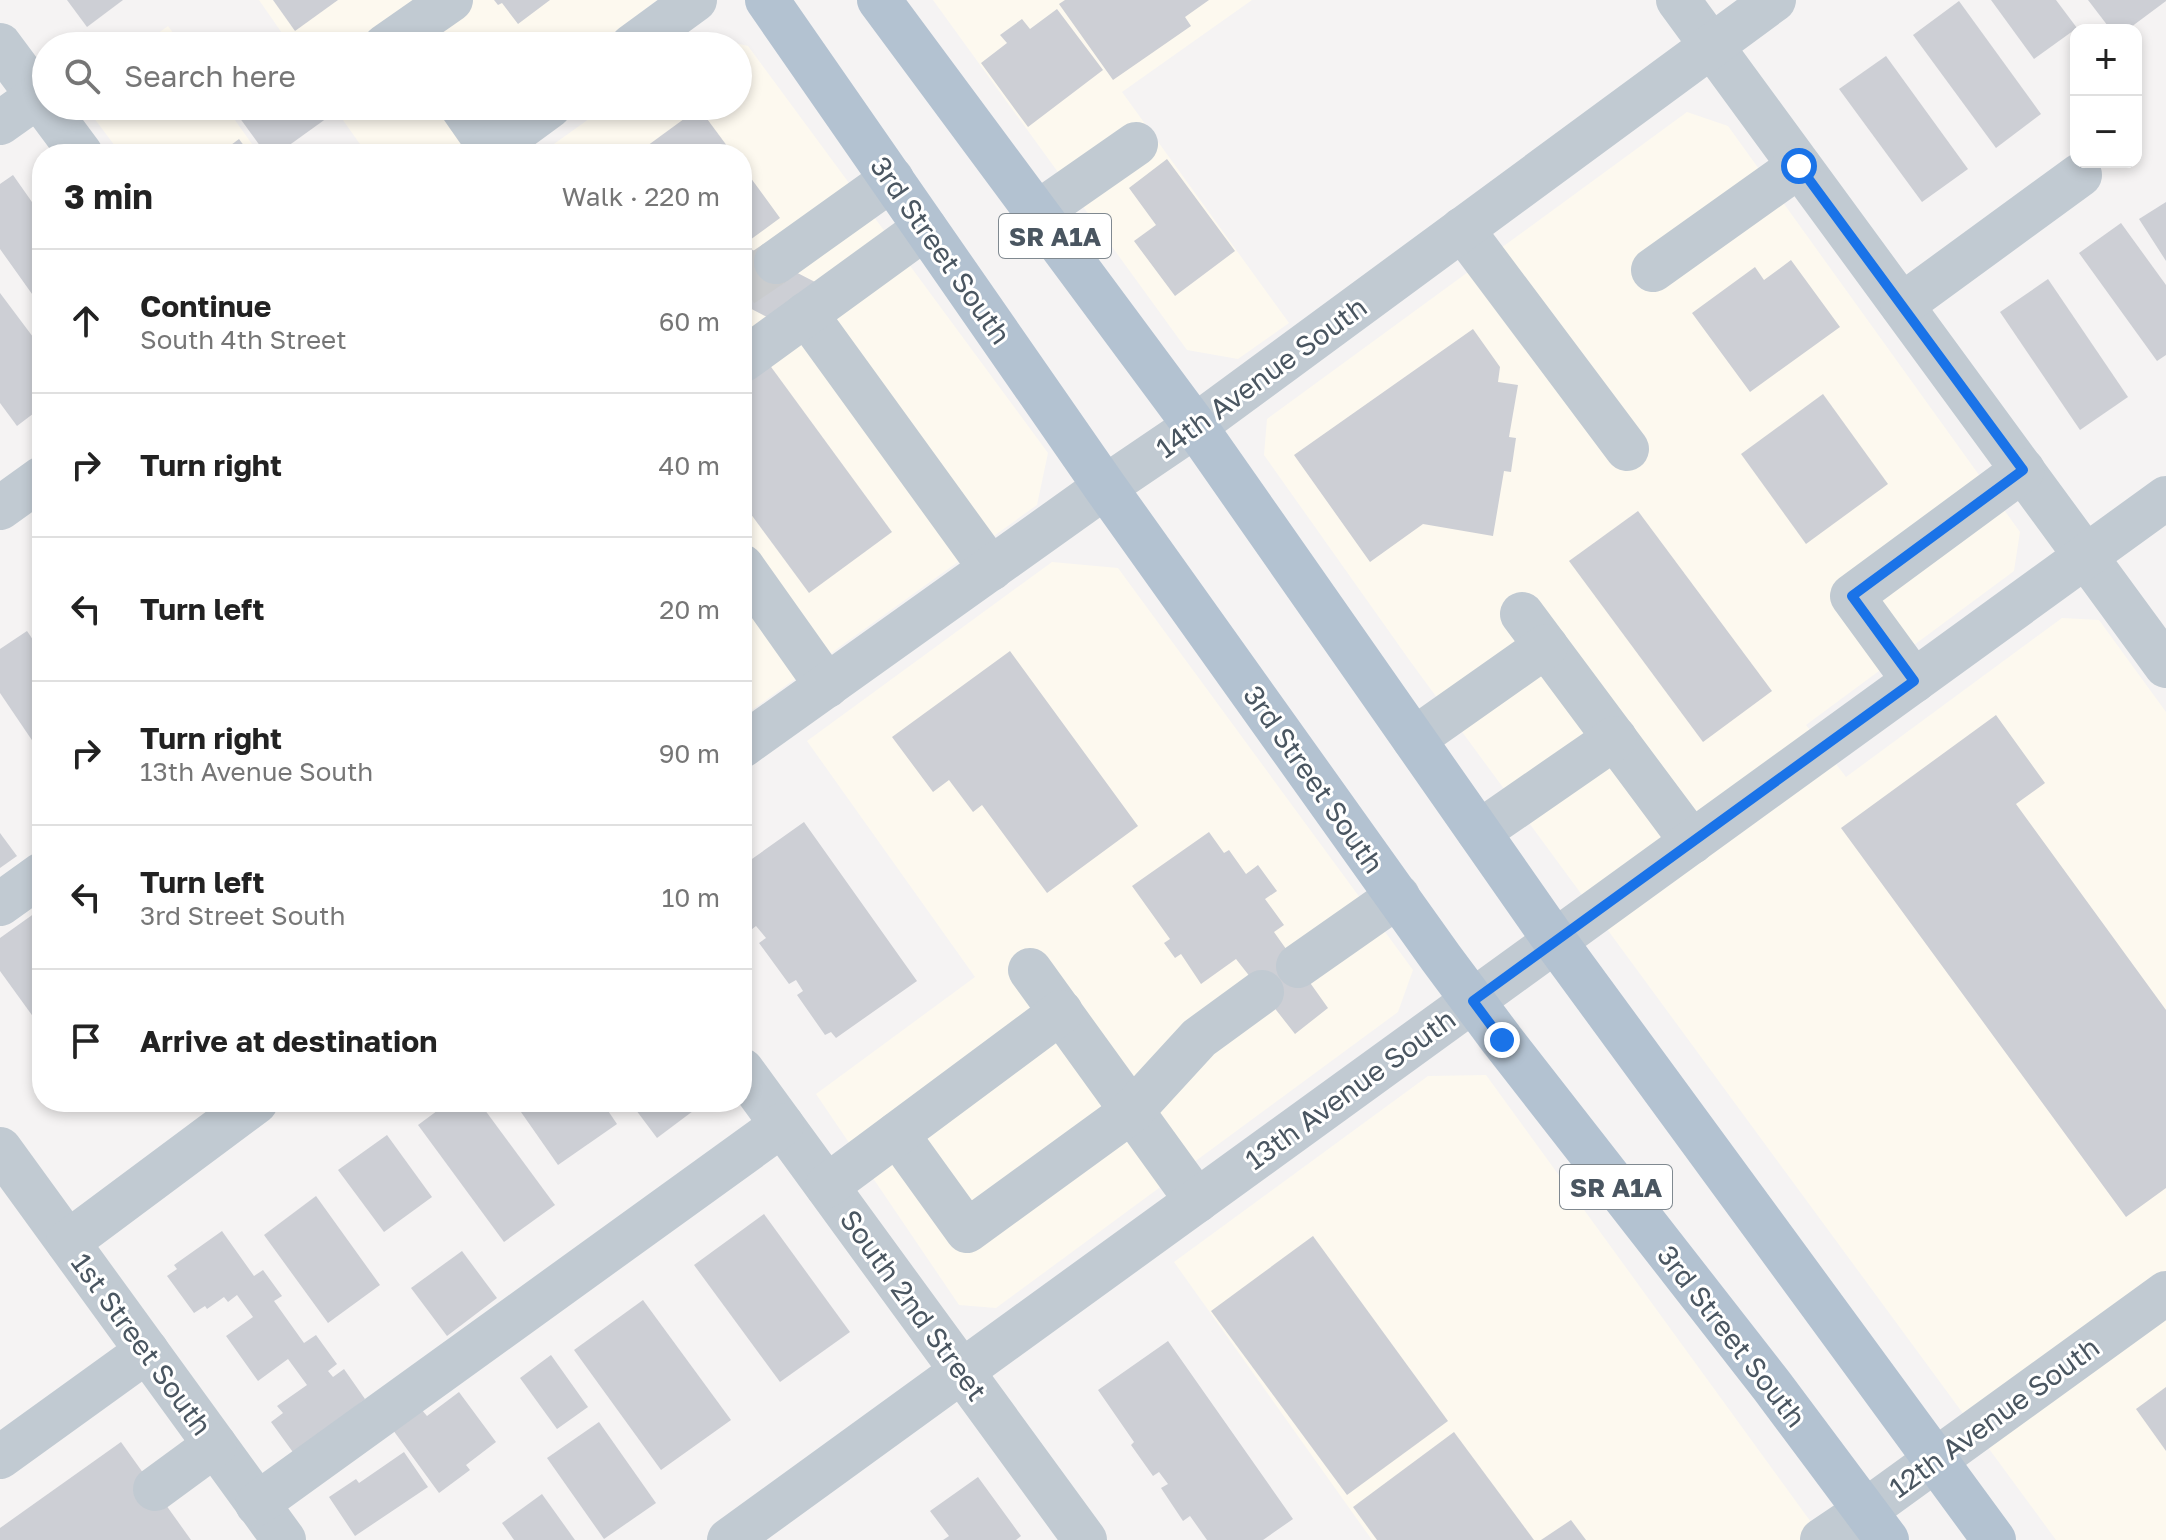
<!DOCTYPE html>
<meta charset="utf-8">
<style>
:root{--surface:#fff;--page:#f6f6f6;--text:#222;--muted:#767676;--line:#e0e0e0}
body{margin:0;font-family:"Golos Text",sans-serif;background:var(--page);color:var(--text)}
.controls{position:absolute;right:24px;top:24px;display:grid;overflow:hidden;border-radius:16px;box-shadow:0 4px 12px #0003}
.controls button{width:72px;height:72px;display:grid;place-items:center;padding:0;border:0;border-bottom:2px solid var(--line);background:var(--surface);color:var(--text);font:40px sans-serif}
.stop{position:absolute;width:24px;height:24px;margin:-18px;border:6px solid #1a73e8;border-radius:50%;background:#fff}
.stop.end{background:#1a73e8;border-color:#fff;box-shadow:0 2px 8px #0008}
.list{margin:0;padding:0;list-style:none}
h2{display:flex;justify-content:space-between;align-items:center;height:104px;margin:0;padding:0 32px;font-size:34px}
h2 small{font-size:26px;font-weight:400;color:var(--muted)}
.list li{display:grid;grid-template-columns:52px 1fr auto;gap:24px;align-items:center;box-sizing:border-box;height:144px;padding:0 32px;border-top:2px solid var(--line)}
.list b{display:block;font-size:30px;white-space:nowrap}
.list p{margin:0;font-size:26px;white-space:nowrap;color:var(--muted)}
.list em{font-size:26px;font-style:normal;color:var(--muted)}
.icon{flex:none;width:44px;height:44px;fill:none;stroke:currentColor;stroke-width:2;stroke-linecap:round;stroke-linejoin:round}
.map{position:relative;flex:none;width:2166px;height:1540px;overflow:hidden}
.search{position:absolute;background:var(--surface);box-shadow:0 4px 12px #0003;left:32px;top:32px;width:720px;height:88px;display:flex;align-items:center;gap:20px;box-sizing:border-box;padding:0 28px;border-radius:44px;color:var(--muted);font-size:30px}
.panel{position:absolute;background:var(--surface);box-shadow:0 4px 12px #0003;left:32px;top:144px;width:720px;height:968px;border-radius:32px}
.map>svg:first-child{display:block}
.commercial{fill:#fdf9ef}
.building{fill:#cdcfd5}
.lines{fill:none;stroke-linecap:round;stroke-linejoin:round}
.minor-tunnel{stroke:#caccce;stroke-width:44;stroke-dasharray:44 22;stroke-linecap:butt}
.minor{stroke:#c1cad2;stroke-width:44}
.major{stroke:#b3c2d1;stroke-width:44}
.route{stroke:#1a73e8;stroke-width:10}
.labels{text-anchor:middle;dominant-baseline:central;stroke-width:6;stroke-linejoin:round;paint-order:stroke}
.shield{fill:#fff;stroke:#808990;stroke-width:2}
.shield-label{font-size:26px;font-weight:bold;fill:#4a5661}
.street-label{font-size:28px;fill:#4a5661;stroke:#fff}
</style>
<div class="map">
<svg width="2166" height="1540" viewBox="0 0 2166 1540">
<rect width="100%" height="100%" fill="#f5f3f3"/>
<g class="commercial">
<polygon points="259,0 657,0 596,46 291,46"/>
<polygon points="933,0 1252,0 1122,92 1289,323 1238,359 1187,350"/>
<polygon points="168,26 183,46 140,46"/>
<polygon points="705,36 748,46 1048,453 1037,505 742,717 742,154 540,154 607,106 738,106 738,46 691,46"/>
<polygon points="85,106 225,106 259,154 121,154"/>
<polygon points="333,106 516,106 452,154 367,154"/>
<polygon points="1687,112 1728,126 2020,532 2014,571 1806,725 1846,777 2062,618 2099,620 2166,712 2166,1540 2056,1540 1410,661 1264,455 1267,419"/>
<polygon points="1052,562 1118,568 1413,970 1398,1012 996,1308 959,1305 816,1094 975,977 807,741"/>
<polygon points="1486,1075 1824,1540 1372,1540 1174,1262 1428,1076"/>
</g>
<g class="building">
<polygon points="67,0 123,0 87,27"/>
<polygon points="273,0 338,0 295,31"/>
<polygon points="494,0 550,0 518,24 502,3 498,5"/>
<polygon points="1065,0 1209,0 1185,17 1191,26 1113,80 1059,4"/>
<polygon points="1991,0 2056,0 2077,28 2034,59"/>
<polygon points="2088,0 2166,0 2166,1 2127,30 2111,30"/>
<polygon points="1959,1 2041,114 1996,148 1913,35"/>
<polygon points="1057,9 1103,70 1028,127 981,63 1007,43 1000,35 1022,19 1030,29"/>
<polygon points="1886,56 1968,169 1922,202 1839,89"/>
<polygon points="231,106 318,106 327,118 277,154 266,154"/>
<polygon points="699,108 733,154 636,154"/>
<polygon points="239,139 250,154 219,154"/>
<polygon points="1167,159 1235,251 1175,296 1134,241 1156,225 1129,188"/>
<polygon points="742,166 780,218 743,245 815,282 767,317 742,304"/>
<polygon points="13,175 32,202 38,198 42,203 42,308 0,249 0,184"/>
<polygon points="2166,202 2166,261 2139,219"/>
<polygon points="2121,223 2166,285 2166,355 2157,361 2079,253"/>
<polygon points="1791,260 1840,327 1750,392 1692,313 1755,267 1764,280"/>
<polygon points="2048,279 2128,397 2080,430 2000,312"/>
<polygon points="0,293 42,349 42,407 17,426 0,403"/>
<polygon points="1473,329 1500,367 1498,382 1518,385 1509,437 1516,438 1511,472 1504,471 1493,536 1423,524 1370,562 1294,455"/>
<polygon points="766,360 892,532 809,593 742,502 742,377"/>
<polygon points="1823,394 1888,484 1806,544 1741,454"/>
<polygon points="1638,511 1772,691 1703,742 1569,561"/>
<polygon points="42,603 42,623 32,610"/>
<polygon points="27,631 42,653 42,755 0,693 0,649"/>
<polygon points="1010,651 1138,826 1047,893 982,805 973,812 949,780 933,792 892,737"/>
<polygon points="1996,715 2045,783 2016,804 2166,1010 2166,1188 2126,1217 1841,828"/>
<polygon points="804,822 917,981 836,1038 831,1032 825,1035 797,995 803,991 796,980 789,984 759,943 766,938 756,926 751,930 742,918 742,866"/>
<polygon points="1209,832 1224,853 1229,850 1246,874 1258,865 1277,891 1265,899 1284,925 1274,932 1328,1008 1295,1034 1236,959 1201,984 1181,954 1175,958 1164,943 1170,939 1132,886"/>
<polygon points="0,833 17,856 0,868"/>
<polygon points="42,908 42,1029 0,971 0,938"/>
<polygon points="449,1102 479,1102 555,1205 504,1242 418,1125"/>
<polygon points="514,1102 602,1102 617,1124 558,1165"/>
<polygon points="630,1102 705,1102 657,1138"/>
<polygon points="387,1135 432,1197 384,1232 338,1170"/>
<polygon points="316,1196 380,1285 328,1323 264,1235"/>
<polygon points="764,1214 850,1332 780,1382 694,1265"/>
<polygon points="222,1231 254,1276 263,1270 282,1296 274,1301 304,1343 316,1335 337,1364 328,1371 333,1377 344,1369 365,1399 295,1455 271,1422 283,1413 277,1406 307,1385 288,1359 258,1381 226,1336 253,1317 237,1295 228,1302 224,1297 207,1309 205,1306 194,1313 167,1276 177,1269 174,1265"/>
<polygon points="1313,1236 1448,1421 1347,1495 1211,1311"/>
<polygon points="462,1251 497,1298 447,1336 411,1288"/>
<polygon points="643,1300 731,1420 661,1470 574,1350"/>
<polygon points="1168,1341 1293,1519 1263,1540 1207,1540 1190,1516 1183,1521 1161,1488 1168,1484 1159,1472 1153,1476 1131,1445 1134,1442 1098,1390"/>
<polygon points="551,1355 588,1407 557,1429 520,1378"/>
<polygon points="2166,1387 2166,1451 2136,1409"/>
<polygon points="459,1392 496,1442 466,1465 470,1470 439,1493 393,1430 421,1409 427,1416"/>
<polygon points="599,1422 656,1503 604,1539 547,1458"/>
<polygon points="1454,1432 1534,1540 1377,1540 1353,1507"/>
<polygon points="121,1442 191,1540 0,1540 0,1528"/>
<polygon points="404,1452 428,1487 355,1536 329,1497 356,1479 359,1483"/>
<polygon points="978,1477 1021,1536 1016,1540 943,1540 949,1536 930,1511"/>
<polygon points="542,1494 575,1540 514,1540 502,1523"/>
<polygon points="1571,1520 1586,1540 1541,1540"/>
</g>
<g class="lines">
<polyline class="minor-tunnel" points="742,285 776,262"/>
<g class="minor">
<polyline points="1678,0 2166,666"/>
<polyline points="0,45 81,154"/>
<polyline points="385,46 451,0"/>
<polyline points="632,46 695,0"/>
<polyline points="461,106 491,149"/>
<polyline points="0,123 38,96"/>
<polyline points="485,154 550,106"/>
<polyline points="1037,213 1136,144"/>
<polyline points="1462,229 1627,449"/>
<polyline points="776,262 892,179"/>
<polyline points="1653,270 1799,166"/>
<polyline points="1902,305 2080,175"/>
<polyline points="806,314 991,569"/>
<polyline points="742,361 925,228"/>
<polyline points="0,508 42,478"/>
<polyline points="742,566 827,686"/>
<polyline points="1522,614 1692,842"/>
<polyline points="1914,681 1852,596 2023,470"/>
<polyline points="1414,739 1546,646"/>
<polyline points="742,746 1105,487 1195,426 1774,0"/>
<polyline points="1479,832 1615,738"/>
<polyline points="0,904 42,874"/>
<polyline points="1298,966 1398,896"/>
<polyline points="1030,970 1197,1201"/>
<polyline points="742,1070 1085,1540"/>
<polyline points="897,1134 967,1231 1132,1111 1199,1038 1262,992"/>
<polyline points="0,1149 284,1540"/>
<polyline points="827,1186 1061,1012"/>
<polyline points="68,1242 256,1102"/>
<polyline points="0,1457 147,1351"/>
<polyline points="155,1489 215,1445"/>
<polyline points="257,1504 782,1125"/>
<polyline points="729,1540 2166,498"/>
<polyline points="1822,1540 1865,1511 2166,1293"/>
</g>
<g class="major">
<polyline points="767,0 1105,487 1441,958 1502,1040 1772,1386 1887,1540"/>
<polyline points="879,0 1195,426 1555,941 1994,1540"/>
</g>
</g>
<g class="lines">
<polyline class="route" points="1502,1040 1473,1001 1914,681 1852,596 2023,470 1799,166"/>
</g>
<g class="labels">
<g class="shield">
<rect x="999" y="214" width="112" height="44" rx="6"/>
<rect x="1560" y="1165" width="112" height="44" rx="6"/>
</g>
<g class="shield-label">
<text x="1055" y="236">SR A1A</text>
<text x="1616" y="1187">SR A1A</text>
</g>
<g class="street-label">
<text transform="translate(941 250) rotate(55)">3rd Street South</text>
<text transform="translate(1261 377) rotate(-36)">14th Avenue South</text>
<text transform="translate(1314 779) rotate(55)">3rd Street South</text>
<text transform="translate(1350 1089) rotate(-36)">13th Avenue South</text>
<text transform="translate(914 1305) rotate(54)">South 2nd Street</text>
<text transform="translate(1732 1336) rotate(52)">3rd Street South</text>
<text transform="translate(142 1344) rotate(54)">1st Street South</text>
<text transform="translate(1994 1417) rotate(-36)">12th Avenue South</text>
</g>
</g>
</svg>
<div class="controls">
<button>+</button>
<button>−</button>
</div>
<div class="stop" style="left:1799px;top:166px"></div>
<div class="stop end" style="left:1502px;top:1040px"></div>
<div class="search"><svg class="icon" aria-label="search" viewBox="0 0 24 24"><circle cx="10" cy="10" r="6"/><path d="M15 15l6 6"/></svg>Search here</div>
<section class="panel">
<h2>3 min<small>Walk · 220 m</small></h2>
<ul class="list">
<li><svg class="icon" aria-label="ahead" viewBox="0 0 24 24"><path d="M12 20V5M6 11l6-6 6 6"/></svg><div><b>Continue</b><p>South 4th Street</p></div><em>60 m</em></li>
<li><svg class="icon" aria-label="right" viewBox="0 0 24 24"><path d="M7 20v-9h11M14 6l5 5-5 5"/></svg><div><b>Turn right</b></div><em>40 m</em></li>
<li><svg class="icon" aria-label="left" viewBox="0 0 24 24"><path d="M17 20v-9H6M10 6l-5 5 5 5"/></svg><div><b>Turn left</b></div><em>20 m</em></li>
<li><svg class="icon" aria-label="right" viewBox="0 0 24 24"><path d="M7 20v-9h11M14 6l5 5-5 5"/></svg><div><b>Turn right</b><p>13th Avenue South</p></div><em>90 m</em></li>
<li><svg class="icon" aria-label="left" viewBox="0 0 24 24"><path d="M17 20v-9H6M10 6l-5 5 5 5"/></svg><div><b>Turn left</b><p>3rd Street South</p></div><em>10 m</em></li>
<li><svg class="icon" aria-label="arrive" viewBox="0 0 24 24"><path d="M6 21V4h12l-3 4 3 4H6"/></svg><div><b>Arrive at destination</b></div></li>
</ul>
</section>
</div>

════════════════════

### TASK DIRECTIONS
Your answer must be the lines from the one holding "4th Street</p></div><em>60 m</em></li>" to the end of the listing above, exactly as written and nothing else.

### TASK ANSWER
<li><svg class="icon" aria-label="ahead" viewBox="0 0 24 24"><path d="M12 20V5M6 11l6-6 6 6"/></svg><div><b>Continue</b><p>South 4th Street</p></div><em>60 m</em></li>
<li><svg class="icon" aria-label="right" viewBox="0 0 24 24"><path d="M7 20v-9h11M14 6l5 5-5 5"/></svg><div><b>Turn right</b></div><em>40 m</em></li>
<li><svg class="icon" aria-label="left" viewBox="0 0 24 24"><path d="M17 20v-9H6M10 6l-5 5 5 5"/></svg><div><b>Turn left</b></div><em>20 m</em></li>
<li><svg class="icon" aria-label="right" viewBox="0 0 24 24"><path d="M7 20v-9h11M14 6l5 5-5 5"/></svg><div><b>Turn right</b><p>13th Avenue South</p></div><em>90 m</em></li>
<li><svg class="icon" aria-label="left" viewBox="0 0 24 24"><path d="M17 20v-9H6M10 6l-5 5 5 5"/></svg><div><b>Turn left</b><p>3rd Street South</p></div><em>10 m</em></li>
<li><svg class="icon" aria-label="arrive" viewBox="0 0 24 24"><path d="M6 21V4h12l-3 4 3 4H6"/></svg><div><b>Arrive at destination</b></div></li>
</ul>
</section>
</div>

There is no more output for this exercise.